Not every long-time resident agrees with Llorca. “Who wouldn’t want a lift?” asked Angeles Simarro, president of the FAVB (neighbourhood association) of Barceloneta. Simarro said Emilia and her followers are overreacting, although she admitted that there are still lots of details to be ironed out in the ‘plan’. These are scheduled to be resolved in the coming months, with a Plan de Seguimiento, or follow-up plan. Simarro believes that the Ajuntament will stick to their word, and try and permanently relocate as many people as possible inside the borders of the barri. “This neighbourhood has been deteriorating for years, and any plan for improvement is welcome. We have been promised that all newly constructed flats in the area will be earmarked for locals, including the site of the old Guardia Civil HQ on Passeig de Borbón.”

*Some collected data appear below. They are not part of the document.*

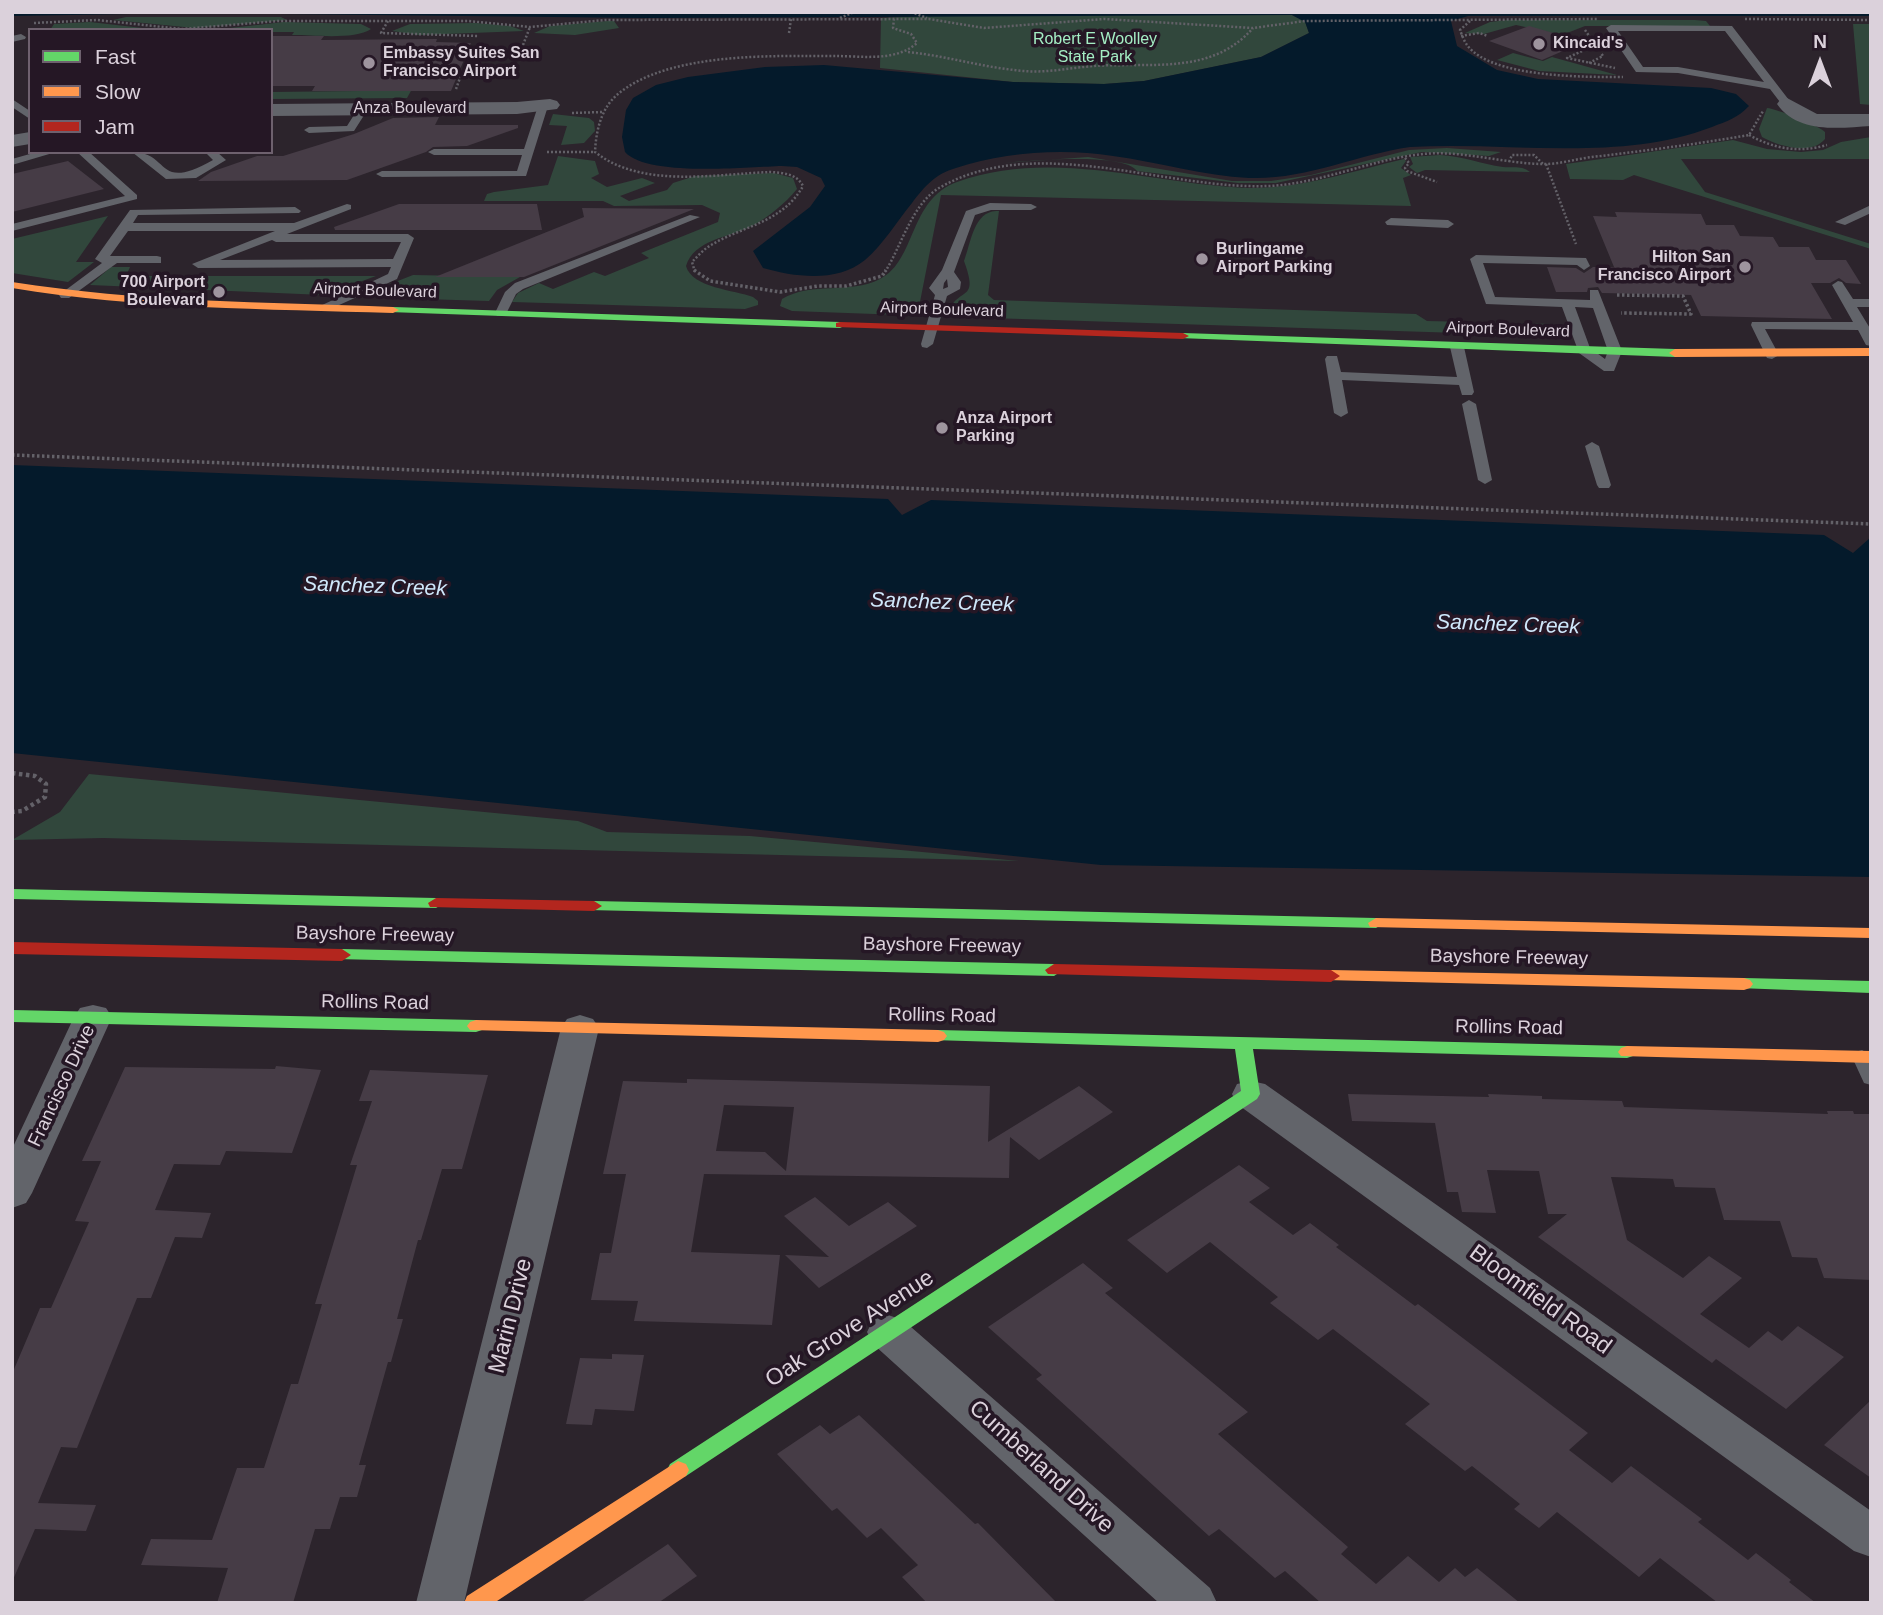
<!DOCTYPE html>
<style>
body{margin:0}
#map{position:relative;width:1883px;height:1615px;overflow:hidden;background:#2c242c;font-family:Arial,sans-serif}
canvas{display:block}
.frame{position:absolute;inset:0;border:14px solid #dbd1db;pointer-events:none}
.legend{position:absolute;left:28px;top:28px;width:245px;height:126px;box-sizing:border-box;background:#251725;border:2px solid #6e616e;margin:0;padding:9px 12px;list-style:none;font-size:21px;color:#dbd1db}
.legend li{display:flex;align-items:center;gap:14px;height:35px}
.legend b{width:35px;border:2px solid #6e616e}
.north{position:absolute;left:1785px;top:28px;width:70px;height:70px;-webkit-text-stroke:5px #251725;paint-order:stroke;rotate:0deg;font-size:19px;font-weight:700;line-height:28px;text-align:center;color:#dbd1db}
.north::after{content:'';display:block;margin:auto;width:24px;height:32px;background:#dbd1db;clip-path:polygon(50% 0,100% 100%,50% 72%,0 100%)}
</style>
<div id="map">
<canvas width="1883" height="1615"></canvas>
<div class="frame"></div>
<ul class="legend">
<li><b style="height:9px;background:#63d668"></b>Fast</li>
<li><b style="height:9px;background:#ff974d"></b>Slow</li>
<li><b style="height:9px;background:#b3261e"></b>Jam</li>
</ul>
<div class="north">N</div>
</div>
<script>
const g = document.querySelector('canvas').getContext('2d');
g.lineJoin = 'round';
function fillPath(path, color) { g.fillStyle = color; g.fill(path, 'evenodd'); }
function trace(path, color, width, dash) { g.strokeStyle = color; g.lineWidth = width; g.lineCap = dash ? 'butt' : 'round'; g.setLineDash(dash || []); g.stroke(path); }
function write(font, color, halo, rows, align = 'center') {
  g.font = font + ' Arial,sans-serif'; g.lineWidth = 7; g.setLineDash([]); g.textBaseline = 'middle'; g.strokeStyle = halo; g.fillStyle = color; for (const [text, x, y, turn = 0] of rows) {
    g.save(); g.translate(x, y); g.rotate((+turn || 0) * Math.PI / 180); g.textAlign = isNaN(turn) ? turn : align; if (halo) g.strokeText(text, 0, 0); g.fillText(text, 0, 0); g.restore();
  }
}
fillPath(new Path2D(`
 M946,15H1292L1305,21L1309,33L1261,57L1144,81L1104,84L1013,82L880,68L881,18Z
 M126,17H281L287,20L194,28L113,20Z
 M1507,20H1695L1706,21L1710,26H1585L1562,35L1516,25L1484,34L1465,33L1490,22Z
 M607,21H614L619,28L575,35L534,33L550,26Z
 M90,22L160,30H50L54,24Z
 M284,22L361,24L371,29C355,40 314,35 292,35L294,32H271V30H212Z
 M476,23L510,26L524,31L419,35L392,31L410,24Z
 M1853,24H1871V105L1860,104Z
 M1513,53L1543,61L1552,57L1617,75L1539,71L1497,60Z
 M362,89H412L407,98L271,99V92L360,91Z
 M1767,108C1777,109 1818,125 1825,132V139C1811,156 1778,146 1762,137L1759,129Z
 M553,114L589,118L594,122L595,131L584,143L561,145L567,126L549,125Z
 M1871,137V159H1681L1705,192L1871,244V249L1634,175L1623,180L1570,179L1566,164L1733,140L1767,149L1801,152L1823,150L1841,142Z
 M1447,148L1501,152L1489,156L1422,152L1276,183H1238L1137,171C1122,152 1029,161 1004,163L1088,157L1232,181H1271L1311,175L1409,150Z
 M1440,155C1463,156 1481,164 1503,167C1513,168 1522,165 1530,172L1425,170L1417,173L1409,167L1413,164L1410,157Z
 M558,156L595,161L599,174L591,178L607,187L642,178L655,183L620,196L629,201L667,190L673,183L695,176L774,173L793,178L797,189C786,203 766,219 750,227C729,237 694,240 686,266C692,288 735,290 753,297L758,301V305L745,309L512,302L518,293L539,283L553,289L594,272L605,276L649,258L641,253L718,222L720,213L702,205L614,206L603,201H484L487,194L494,192L548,185Z
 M1404,159L1406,161L1401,168L1411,175L1403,178L1411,206L941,195L918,312L902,315L792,311L780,306L782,299C812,281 849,295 880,279C917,260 908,200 957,182C1052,148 1151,184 1247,188C1300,189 1353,171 1404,159Z
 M996,211H999L988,295L994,300L1416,314L1427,321L1554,324L1553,336L990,318L976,313L974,307L970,306L964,310L948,311C961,286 979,302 964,261C971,242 974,212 996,211Z
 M108,216L76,262H94L68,282L12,273V239Z
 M111,267H130L126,276H376L324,295L90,285Z
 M413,275L520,277L497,290L489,301L357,297Z
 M89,774L578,821L607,832L750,836L1019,861L103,838L12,840L60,812Z`), '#31473c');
fillPath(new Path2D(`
 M12,12H1871V16H1468L1451,21L1457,46L1497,70L1538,79L1711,88L1736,94L1749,106C1738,118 1727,121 1712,127C1617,163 1510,141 1410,147C1356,155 1305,180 1249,178C1204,176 1158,162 1113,156C1063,148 1004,152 956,168C935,174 925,186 912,203C897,221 883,245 865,260C837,283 795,277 763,268L753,251L810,207L825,186L821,178L797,167L782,166C747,167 647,177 625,152L622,137L626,110L633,98L656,85L688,77L765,67L824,65L1013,82L1104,84L1144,81L1261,57L1309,33L1305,22L1292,15L646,18L189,13L12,16Z
 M12,465L888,499L902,515L931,500L1824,535L1853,553L1871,537V877L1101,865L12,753Z`), '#041a2b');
fillPath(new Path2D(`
 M1529,26L1578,40L1584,42L1542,60L1489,41Z
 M271,36H324L321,40L437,39L436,42L471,43L451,91H312L315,86H271Z
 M439,117L435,125H518V128L467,146L433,147L426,152L347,180L198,181L211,172L257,156H283L354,134L393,118Z
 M68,161L104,189L12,212V174Z
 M399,204H537L542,230H335L334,227Z
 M582,208L694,209L524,277H435L584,217Z
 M1615,212L1701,214L1706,225H1734L1740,236L1773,237L1779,247H1809L1816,260H1846L1861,284L1846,283L1839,278L1830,283H1811L1832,319L1701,316L1691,295L1602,293L1598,287L1588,288L1587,292H1556L1547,267L1576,268L1584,273L1593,267H1614L1593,216L1617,217Z
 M276,1066L321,1070L292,1153L226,1151L220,1165L174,1164L155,1210L211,1213L202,1238L175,1237L151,1298H137L77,1448L61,1447L38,1503L96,1505L86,1531L35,1529L12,1582V1374L40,1308H51L89,1222L75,1221L101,1161H82L125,1067L275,1069Z
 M370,1070L488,1075L462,1169H442L421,1240H418L397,1319H403L391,1362H388L359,1465H366L357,1497H340L330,1529H315L293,1603H217L228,1568L141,1565L151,1539L212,1540L237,1468H264L291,1384H298L322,1304H315L357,1165H350L372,1101H359Z
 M687,1079L990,1086L988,1142L1079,1086L1113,1112L1039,1160L1010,1137L1009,1178L704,1174L691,1252L780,1255L772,1325L634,1321L638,1301L591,1300L600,1253H611L626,1174H603L623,1081L687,1083ZM724,1105L794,1107L786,1171L765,1152L716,1151Z
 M1348,1094L1489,1097L1488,1094L1542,1096V1099L1622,1101L1624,1107L1828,1114L1827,1111H1853L1854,1114H1871V1280L1824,1278L1817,1258L1792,1257L1780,1221L1724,1220L1715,1188L1675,1187L1673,1179L1611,1177L1627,1240L1683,1278L1709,1256L1742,1278L1700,1314L1749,1348L1768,1331L1782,1341L1798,1326L1844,1357L1786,1409L1716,1359L1712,1363L1538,1237L1567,1214H1548L1539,1171L1487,1170L1496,1213L1462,1212L1458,1192H1447L1435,1123L1352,1121Z
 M1239,1165L1270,1188L1249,1202L1293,1235L1310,1223L1339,1245L1336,1247L1415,1306L1418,1304L1588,1433L1569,1450L1612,1483L1631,1466L1702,1519L1698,1522L1748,1560L1756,1553L1791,1580L1789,1582L1816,1603H1718L1660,1558L1639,1577L1557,1512L1539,1528L1514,1509L1520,1504L1472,1466L1465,1471L1405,1424L1430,1404L1333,1329L1318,1340L1270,1303L1278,1297L1210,1242L1167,1273L1127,1240Z
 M815,1197L849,1226L888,1202L917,1226L819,1288L785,1255L829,1257L784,1216Z
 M1083,1263L1113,1288L1105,1293L1248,1412L1218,1434L1348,1547L1341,1554L1376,1584L1408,1556L1439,1582L1455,1568L1465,1577L1477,1568L1520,1603H1321L1285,1571L1275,1578L1219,1529L1209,1536L1036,1379L1042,1375L988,1327Z
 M612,1354L644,1355L634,1411L595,1409L592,1425L566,1424L580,1358L612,1359Z
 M1871,1400V1478L1824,1445Z
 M859,1415L975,1524L978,1523L1057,1603H927L902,1577L918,1565L881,1528L867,1538L837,1508L832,1511L777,1454L820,1425L830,1434Z
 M668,1544L697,1576L658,1603H580Z`), '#463c46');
trace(new Path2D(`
 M911,12L927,18
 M840,18L854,12
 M1745,19L1871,20
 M388,21L381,33L478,36
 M1470,21L1460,30C1462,35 1464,41 1467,45C1491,78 1585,77 1623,77
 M34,23L97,20L182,29L278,21H468L530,27L605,20L929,19L984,28L1104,19L1253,28L1305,21L1597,19
 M1585,30L1592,40
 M789,33L791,19
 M1461,36L1479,33L1488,36
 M523,45L530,27
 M1582,51L1567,58L1615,68
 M908,52C947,56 985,68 1024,71C1047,73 1070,68 1093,66C1150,62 1211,76 1253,28
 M1589,63L1603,56L1601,53
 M456,89L461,75L468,72
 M572,113L603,112
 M1749,135C1774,149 1799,153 1827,145
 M547,152H595
 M1405,158L1409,163L1405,168L1407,171L1437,182
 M1509,162L1512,155H1534L1543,164
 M1546,164L1576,244
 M695,272L692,262C697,257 702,251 708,247C740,226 782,224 803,186C797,174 784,173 771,172C715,174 642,189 595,152C596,131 601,108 618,94C669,52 772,56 835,56C861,56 896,62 917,43L911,34L893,28L894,19
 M885,272C901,247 912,204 939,188C1036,132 1164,190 1268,186C1321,184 1371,159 1423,154C1464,150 1504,164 1545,164C1560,164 1576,159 1592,157C1644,151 1697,144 1749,135L1763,111`), '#636168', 2.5, [2, 2]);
trace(new Path2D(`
 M694,270L710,281L780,292L818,286H846L882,276L886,270
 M1617,295L1683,296L1691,314L1621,313
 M12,455L1871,524`), '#636168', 3.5, [2.5, 2.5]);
trace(new Path2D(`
 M12,773L35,776L46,784L45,797L22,811L12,812`), '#636168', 4.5, [3.5, 3.5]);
fillPath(new Path2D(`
 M1611,25L1732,26L1792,104L1783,106L1770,89L1678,73L1636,72L1606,28ZM1618,31H1725L1764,82L1678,67H1643Z
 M21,34L26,37L25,39L12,42V36Z
 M12,99L30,111V119L12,107Z
 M543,103L548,106L526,176L382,177L376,174L382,171H517L522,155H434L428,152L434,149H524L538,106Z
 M363,106L368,109L354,131L309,133L304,130L309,127L347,126L359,107Z
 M37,152H56L12,165V159Z
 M77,152H89L137,195V199L12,231V224L125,196Z
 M132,152C171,152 155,193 213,160L205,152H217L226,160L196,178L166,179Z
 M990,203L1031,204L1037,207L1031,210H991L975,215L954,272L961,282L960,289L947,296L933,344L927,348L922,347L921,344L935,295L929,288L942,270L966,211ZM947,279L948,287L943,289L944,283Z
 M347,204L351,205V209L287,234H408L414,238L397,279L328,310L324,311L318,307L388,274L391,267L198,268L192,264L275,231H128L110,256H157L161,257V263H117L69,298H61L59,295L102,263L95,259L130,210L295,207L301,211L299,213L138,215L133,223H294ZM272,240L276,242H401L393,259L220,260Z
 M1871,205V213L1845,225L1835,222Z
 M690,215L700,217L523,289L516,294L505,316H497L495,313L505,292L515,283Z
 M1391,218L1448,220L1454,224L1448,228L1387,225L1385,222Z
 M1476,255L1586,258L1590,266L1584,270L1577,265L1483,263L1495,297L1590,300V290H1598L1622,351L1614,371H1604L1579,353L1562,307L1486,304L1470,259ZM1575,307L1593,308L1608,351L1605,359L1590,348Z
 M1838,281L1842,282L1853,299H1871V307H1857L1871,330V346L1866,345L1858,330L1765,329L1779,355L1772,359L1767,358L1751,325L1752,322H1853L1832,285Z
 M1457,343L1464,347L1474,392L1472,395H1462L1459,385L1342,380L1348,413L1341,417L1334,413L1325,359L1327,356H1337L1341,372L1457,377L1450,347Z
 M1469,400L1476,404L1492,480L1485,484L1478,480L1462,404Z
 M1592,442L1599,446L1611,485L1609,488H1599L1597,485L1585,446Z
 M1862,1050L1871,1055V1085L1864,1083L1852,1057L1855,1052Z`), '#62646a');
fillPath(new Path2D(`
 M1787,98L1817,114H1871V126C1839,128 1798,134 1777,104L1780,100Z
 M550,99L557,101L560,105L557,109L517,114L271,116V104L517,102Z
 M30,132V144L12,147V135Z
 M93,1005L106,1008L112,1017L32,1193L26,1203L12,1208V1149L74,1017L80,1008Z
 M580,1015L593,1019L599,1028L464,1603H416L561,1028L567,1019Z
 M1251,1081L1265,1084L1871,1511V1557L1854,1551L1237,1104L1232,1094L1237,1084Z
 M888,1315L903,1320L1210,1588L1217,1603H1159L873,1344L867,1332L873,1320Z`), '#62646a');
fillPath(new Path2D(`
 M393,307L840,322L846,325L840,328L389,312V308Z
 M1183,333L1675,349L1681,353L1675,357L1179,338L1177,336Z
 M12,889L436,898L444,903L436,908L12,899Z
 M594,901L1376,918L1384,923L1376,928L588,910L586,906L588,902Z
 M342,949L1054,964L1063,970L1054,976L336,959L333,955L336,951Z
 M1744,978L1871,981V993L1738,988L1735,984L1738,980Z
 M12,1010L476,1020L482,1022L485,1026L482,1030L476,1032L12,1022Z
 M938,1030L1627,1046L1633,1048L1636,1052L1633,1056L1627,1058L1253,1049L1260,1094L1257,1099L686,1476L678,1479L670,1476L667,1470L670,1464L1241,1091L1235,1049L932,1040L929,1036L932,1032Z`), '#63d668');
fillPath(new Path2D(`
 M12,282C139,302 265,302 393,307L399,310L393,313C265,309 139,309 12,288Z
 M1871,348V356L1675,357L1669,353L1675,349Z
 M1376,918L1871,928V938L1370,927L1368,923Z
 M1331,970L1744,978L1750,980L1753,984L1750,988L1744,990L1325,980L1322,976Z
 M476,1020L938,1030L944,1032L947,1036L944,1040L938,1042L470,1030L467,1026L470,1022Z
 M1627,1046L1871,1051V1063L1621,1056L1618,1052L1621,1048Z
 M678,1461L686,1464L689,1470L686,1476L494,1603H464L467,1596Z`), '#ff974d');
fillPath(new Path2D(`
 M840,322L1183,333L1189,336L1183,339L836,327V323Z
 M436,898L594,901L602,906L594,911L430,907L428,903Z
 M12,942L342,949L351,955L342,961L12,954Z
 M1054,964L1331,970L1340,976L1331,982L1048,974L1045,970Z`), '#b3261e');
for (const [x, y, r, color] of [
 [1539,44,7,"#9e949e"],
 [369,63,7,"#9e949e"],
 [1202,259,7,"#9e949e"],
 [1745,267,7,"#9e949e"],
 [219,292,7,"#9e949e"],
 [942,428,7,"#9e949e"]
]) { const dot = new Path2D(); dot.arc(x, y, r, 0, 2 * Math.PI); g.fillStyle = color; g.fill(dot); trace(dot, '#251725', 2.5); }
write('16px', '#a4eec4', '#251725', [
 ["Robert E Woolley",1095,40],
 ["State Park",1095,58]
]);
write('bold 16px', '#dbd1db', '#251725', [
 ["Kincaid's",1553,44],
 ["Embassy Suites San",383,54],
 ["Francisco Airport",383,72],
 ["Burlingame",1216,250],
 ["Airport Parking",1216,268],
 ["Hilton San",1731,258,"right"],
 ["Francisco Airport",1731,276,"right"],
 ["700 Airport",205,283,"right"],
 ["Boulevard",205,301,"right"],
 ["Anza Airport",956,419],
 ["Parking",956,437]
], 'left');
write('16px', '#dbd1db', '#251725', [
 ["Anza Boulevard",410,109],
 ["Airport Boulevard",375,291,2],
 ["Airport Boulevard",942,310,2],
 ["Airport Boulevard",1508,330,2]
]);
write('19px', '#dbd1db', '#251725', [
 ["Bayshore Freeway",375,935,1],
 ["Bayshore Freeway",942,946,1],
 ["Bayshore Freeway",1509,958,1],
 ["Rollins Road",375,1003,1],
 ["Rollins Road",942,1016,1],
 ["Rollins Road",1509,1028,1],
 ["Francisco Drive",62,1086,-65]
]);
write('italic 21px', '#cfe8fb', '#251725', [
 ["Sanchez Creek",375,587,2],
 ["Sanchez Creek",942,603,2],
 ["Sanchez Creek",1508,625,2]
]);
write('23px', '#dbd1db', '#251725', [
 ["Bloomfield Road",1540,1300,36],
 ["Marin Drive",511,1316,-76],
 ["Oak Grove Avenue",850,1329,-33],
 ["Cumberland Drive",1041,1467,42]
]);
</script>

Simarro is referring to a pretty 220-year-old building, which was recently demolished—illegally, according to some, and work has been halted. City officials have pledged that social housing will be built on the plot. For the past three years, it was the squat of ‘Miles de Viviendas’, a group of activists who had kept the 220-year-old building in immaculate condition, offering an ‘open university’ to neighbourhood residents along with workshops in things like sewing and computer skills. For them, the Plan de Ascensores is an open invitation for speculators to get a tighter hold on Barceloneta.
“The market they have built, the new flats (also on the Passeig de Borbón) they are building, these are not suitable for a neighbourhood like Barceloneta,” insisted Josep Font, a member of L’Óstia. “Now they are full of tourists, we have new neighbours every seven days. They [property developers] want to make Barceloneta into a summer destination like Lloret or Sitges. They want to wipe us off the map.”
Both Emilia Llorca and Josep Font emphasised that they do not oppose a plan that would help elderly people in the neighbourhood, but said alternatives need to be looked at first, like turning old vacant buildings in Barceloneta into modern, lift-enhanced abodes, or reclaiming the hundred of bajos [ground floors] for mobility-challenged seniors. A spokesman for Arquitectos Sin Fronteras said his group agreed, and told Metropolitan that the ‘plan’ (which is a modification of the original master plan for the barri) “lacks something as basic as a sociological study of the neighbourhood.”
Emilio Suarez, a fair-housing activist, said that the issues in Barceloneta have much in common with many neighbourhoods across Spain where residents are treated as a commodity and local governments juggle measures to address the housing crisis whilst keeping investors interested at the same time. “The real problem is that the Barceloneta plan hasn’t been elaborated together with us and, really, we are the ones who know the problems and quirks of our own neighbourhood.”
For Emilia Llorca it all comes down to not trying to bulldoze communities along with the buildings. “Really, all we are asking for is more respect,” she said. “There is a boom. We understand this, and you can’t stop progress. But we need to think about this and talk about it. This is all we have left.”